Saved data entries:
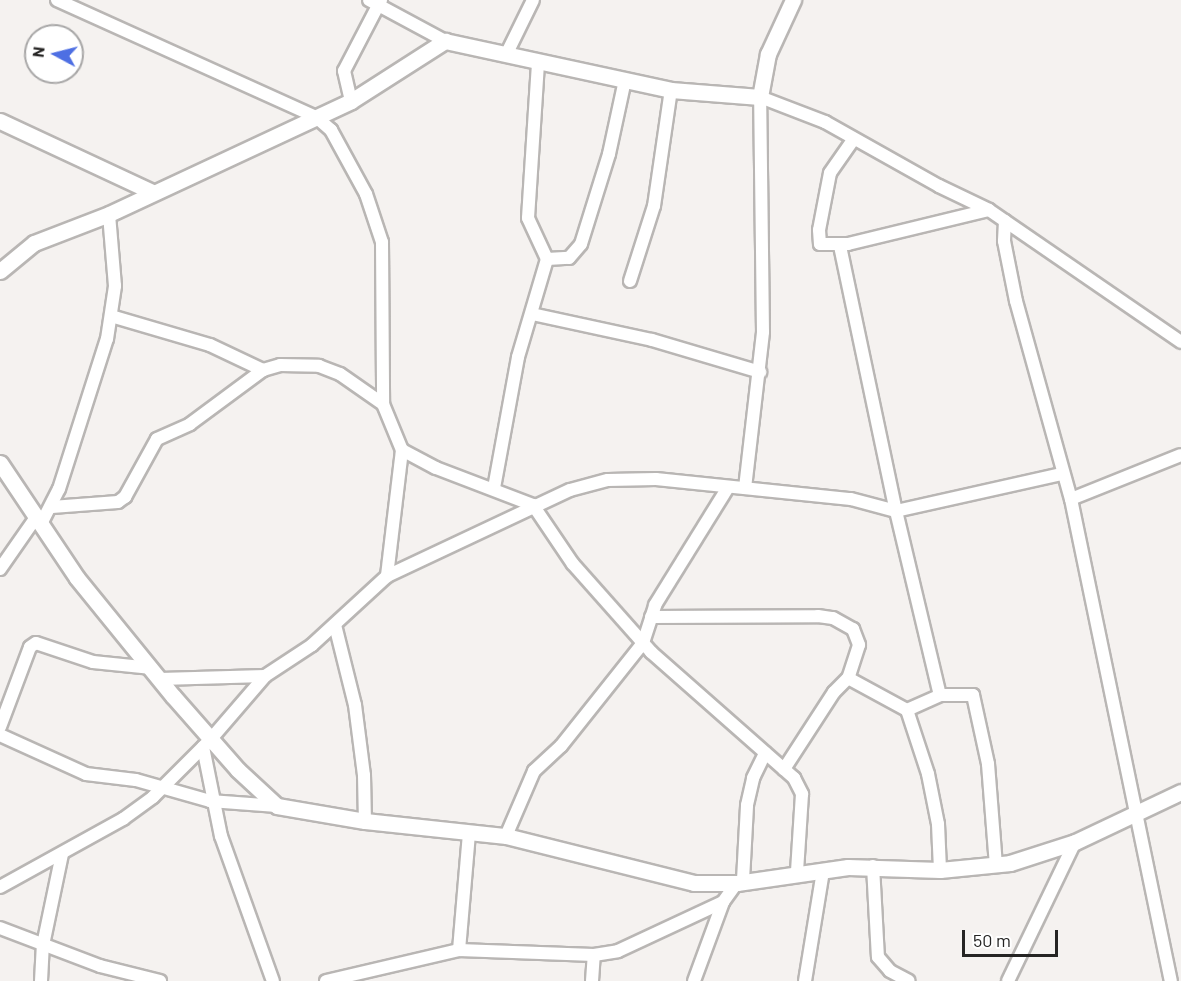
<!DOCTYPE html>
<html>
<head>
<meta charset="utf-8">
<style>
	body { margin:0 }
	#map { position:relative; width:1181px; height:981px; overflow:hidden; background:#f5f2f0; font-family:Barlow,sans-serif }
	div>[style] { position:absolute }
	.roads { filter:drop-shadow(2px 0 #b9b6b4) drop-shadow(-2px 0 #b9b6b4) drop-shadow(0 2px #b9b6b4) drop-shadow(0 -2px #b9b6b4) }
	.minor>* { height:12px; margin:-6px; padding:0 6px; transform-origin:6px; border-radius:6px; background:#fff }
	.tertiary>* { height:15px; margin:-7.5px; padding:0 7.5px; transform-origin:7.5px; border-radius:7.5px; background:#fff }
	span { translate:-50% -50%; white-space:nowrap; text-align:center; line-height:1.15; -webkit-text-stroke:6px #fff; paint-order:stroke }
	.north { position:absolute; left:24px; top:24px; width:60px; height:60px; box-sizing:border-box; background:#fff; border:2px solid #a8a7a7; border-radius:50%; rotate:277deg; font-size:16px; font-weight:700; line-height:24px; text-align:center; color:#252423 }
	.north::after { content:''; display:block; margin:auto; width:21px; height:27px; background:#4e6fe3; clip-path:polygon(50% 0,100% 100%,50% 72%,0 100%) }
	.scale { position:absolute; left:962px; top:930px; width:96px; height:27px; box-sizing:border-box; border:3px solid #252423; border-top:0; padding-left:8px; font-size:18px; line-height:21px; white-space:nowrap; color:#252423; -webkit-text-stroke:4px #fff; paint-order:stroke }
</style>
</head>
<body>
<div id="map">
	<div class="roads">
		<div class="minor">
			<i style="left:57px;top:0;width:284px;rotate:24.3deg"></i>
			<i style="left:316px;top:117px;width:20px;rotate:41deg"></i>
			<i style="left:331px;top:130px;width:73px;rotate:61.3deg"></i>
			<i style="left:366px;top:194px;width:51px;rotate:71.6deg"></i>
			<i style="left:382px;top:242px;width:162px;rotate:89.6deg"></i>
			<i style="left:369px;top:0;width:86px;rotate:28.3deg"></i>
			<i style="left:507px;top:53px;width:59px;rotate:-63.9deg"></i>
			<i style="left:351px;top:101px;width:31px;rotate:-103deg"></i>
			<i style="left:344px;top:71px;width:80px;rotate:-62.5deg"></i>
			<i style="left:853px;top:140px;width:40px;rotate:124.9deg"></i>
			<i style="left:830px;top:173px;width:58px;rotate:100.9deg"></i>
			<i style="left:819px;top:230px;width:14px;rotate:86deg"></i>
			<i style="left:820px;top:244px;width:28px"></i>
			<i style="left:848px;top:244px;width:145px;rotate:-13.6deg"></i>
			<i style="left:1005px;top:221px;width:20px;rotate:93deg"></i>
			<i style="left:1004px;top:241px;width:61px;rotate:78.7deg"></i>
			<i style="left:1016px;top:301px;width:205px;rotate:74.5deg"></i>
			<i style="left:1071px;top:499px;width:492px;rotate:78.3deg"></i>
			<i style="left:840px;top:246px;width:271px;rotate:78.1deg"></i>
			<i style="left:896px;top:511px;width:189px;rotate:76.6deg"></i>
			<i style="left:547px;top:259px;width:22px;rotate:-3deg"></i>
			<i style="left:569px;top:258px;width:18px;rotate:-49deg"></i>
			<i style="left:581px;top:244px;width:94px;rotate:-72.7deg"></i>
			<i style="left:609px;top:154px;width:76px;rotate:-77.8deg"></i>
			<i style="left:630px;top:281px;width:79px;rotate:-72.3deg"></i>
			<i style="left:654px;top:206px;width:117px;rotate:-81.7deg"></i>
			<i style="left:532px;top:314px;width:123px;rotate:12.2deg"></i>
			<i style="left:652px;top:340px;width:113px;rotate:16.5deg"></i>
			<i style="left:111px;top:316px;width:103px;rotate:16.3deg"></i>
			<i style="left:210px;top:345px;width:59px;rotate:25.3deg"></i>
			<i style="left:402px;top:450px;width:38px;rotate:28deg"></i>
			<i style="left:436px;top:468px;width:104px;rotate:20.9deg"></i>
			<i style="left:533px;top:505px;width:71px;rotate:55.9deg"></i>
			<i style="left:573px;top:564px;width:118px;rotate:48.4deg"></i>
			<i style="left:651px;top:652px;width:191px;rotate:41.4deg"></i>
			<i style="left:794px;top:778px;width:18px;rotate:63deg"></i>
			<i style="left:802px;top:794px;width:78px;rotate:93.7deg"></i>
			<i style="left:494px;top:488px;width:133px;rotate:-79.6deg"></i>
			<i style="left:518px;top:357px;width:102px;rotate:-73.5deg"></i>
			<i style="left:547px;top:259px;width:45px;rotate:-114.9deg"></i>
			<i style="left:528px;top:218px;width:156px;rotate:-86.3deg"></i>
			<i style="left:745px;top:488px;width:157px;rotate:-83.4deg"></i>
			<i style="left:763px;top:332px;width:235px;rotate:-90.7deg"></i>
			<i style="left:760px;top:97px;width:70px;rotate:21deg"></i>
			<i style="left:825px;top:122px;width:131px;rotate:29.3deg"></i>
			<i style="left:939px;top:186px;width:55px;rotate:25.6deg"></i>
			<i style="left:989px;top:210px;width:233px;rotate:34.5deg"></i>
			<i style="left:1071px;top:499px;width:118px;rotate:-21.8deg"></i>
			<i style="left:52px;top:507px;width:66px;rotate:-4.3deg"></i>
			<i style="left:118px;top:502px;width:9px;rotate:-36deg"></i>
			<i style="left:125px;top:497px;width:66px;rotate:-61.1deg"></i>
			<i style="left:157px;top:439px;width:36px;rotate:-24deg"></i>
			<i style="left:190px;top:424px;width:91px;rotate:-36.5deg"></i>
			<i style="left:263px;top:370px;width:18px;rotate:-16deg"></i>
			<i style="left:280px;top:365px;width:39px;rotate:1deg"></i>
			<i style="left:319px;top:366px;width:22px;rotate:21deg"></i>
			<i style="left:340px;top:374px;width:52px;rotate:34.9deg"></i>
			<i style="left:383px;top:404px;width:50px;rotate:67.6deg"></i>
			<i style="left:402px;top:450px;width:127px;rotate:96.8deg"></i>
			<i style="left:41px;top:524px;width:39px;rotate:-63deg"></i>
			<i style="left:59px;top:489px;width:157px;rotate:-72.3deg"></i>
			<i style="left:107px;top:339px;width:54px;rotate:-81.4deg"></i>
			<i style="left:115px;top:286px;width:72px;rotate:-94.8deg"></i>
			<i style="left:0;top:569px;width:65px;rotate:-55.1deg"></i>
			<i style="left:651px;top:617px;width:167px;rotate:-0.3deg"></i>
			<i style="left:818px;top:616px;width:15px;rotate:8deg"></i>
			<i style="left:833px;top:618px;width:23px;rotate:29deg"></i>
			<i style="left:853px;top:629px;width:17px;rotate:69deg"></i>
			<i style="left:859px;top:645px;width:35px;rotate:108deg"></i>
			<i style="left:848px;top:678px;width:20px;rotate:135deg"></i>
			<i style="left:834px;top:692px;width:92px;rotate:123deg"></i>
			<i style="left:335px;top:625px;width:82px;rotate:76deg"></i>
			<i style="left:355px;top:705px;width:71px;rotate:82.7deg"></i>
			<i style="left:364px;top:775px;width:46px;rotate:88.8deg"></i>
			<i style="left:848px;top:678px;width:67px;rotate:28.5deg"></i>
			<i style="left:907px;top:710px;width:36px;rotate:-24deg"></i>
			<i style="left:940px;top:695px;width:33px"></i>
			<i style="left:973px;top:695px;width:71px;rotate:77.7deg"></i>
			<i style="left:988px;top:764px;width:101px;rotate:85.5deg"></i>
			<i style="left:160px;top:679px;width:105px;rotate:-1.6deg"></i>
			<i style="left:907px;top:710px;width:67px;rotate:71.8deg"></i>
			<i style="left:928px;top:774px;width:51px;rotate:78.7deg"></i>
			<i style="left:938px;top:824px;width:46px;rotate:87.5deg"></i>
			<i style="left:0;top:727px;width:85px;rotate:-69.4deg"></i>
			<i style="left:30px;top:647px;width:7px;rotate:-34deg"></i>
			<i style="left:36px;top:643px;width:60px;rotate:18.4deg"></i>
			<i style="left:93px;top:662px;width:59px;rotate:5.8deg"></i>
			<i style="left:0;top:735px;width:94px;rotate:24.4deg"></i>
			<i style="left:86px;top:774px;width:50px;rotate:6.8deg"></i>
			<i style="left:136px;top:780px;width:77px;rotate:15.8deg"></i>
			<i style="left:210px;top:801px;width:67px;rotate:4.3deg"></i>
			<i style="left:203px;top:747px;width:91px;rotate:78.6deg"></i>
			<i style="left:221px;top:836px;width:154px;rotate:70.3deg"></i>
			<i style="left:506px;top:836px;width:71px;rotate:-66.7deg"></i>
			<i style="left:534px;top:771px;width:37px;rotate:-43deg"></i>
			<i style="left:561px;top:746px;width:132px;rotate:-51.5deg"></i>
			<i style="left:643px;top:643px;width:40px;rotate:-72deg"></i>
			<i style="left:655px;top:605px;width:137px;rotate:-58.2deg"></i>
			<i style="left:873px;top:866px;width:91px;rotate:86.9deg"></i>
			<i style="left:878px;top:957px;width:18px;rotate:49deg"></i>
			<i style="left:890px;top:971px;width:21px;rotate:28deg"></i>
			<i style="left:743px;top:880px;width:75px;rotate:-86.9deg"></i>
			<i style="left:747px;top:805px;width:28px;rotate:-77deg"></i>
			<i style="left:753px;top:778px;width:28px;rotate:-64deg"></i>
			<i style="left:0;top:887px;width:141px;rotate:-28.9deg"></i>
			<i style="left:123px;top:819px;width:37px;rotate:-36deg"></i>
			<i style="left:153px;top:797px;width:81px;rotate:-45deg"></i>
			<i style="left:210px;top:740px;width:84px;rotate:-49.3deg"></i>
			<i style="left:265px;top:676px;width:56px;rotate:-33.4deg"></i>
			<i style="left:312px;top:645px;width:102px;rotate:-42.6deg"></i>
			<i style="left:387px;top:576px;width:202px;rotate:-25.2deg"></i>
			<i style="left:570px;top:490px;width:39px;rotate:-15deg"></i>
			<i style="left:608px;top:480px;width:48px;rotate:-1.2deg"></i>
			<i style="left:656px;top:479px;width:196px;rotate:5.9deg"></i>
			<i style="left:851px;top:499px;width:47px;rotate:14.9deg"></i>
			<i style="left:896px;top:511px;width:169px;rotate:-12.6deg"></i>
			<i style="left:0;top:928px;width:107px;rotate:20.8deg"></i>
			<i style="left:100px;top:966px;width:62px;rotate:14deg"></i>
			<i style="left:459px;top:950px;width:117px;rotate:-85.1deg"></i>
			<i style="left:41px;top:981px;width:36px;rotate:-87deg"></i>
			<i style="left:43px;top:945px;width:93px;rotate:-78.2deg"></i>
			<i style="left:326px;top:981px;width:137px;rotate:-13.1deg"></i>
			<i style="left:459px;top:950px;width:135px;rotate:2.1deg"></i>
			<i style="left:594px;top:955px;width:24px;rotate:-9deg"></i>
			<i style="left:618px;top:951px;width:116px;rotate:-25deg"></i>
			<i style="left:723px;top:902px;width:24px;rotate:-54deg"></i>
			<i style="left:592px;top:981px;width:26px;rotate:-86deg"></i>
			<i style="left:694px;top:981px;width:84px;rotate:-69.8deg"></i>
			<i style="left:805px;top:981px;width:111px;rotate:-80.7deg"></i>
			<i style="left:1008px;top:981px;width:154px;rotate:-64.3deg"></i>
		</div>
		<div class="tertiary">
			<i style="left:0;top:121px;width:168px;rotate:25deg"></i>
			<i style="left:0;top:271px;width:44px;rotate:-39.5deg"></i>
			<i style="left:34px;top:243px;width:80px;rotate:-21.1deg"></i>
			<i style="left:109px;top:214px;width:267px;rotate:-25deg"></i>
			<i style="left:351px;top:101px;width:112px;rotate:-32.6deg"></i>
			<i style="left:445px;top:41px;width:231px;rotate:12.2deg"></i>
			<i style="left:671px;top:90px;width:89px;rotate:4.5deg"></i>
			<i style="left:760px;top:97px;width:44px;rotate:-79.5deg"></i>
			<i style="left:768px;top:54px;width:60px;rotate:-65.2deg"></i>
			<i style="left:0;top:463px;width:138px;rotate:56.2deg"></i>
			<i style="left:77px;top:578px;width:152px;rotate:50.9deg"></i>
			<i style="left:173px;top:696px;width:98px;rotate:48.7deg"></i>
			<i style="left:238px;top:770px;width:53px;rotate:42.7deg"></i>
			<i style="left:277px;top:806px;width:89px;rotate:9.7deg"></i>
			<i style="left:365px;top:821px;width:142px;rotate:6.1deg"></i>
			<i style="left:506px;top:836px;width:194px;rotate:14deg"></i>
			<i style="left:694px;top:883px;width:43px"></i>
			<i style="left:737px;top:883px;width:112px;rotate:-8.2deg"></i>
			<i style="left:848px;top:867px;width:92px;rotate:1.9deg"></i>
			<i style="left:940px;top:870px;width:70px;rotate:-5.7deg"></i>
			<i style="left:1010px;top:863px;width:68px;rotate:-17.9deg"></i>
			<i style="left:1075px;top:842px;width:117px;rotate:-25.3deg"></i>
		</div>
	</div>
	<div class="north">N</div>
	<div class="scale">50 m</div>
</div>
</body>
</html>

...

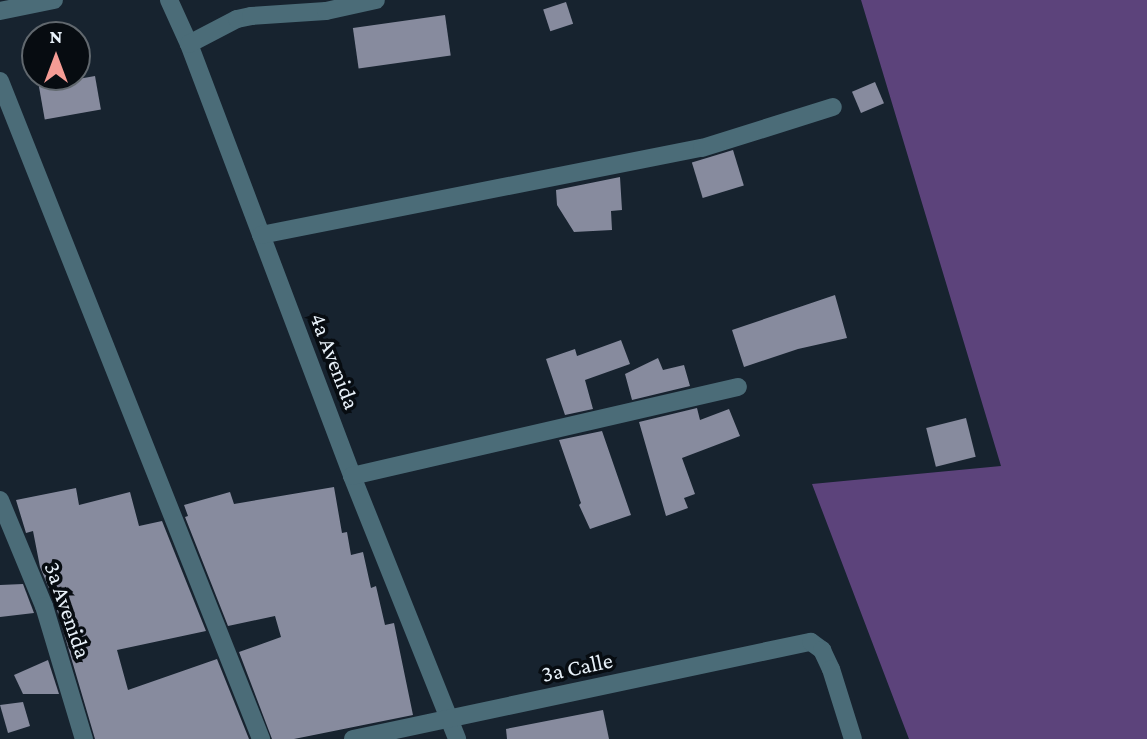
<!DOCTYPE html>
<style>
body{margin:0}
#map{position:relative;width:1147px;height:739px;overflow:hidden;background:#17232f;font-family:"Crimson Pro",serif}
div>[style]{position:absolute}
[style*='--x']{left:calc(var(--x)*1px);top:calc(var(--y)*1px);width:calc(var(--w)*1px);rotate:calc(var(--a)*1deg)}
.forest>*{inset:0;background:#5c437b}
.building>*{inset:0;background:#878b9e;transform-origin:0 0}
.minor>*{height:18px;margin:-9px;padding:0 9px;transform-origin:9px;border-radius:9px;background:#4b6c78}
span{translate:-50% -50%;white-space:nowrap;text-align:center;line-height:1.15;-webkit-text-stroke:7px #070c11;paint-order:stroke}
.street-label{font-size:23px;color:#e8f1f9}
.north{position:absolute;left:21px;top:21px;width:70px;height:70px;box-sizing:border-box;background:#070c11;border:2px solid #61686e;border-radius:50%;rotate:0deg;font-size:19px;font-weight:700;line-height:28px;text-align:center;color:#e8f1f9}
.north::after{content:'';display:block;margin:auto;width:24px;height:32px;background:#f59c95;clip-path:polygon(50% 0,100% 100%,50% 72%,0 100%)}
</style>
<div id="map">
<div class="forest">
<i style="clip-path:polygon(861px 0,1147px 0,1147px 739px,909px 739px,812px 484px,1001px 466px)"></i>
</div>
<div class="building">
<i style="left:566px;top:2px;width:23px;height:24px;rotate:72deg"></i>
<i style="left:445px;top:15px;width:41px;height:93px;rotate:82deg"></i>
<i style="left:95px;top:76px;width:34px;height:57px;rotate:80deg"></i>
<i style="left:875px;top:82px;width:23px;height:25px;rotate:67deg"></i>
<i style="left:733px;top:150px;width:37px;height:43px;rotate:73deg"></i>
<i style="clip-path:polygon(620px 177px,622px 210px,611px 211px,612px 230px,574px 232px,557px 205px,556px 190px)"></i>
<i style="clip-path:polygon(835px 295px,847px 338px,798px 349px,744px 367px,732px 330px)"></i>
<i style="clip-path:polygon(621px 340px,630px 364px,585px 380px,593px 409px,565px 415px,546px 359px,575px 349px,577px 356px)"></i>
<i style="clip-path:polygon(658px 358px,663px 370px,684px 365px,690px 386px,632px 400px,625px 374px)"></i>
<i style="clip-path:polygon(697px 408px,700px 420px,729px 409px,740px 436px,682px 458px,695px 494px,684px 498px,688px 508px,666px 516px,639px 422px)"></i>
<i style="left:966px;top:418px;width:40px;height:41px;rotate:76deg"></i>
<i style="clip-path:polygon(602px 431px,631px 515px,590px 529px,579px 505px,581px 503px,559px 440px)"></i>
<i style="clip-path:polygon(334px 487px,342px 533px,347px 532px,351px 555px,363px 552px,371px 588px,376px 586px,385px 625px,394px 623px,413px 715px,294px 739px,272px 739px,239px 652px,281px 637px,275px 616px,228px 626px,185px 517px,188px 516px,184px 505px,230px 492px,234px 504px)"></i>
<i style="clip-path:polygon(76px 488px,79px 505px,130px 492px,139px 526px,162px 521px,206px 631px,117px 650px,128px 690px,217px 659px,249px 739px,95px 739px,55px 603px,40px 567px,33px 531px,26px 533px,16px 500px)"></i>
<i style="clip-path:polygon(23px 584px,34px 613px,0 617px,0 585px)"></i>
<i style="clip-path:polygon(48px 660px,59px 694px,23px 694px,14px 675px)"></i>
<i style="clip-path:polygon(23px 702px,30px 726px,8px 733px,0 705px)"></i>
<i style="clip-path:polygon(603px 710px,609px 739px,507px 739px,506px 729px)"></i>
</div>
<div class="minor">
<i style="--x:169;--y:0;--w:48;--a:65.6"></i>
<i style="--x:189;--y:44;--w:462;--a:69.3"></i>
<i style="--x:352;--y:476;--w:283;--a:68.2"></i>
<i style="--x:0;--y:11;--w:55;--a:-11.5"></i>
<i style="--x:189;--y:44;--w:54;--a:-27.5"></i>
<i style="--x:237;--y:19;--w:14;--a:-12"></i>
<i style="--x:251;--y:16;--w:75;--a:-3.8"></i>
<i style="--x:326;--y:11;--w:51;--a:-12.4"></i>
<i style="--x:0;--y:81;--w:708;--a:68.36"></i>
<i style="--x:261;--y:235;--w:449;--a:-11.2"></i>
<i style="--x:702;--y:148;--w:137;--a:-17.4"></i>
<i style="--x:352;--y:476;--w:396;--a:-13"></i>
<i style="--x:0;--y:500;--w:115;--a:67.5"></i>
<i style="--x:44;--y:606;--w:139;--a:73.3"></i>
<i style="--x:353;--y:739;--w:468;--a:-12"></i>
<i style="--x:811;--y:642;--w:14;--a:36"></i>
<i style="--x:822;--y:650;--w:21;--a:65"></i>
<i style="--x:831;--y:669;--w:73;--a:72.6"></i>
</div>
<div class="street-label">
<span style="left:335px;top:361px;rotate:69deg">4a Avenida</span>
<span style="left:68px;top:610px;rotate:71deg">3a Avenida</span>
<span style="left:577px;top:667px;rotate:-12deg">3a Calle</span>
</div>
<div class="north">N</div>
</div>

EXERCISE DIRECTIONS:
Only the number of lines above that contain "margin" should be given as the answer.

ANSWER AREA:
7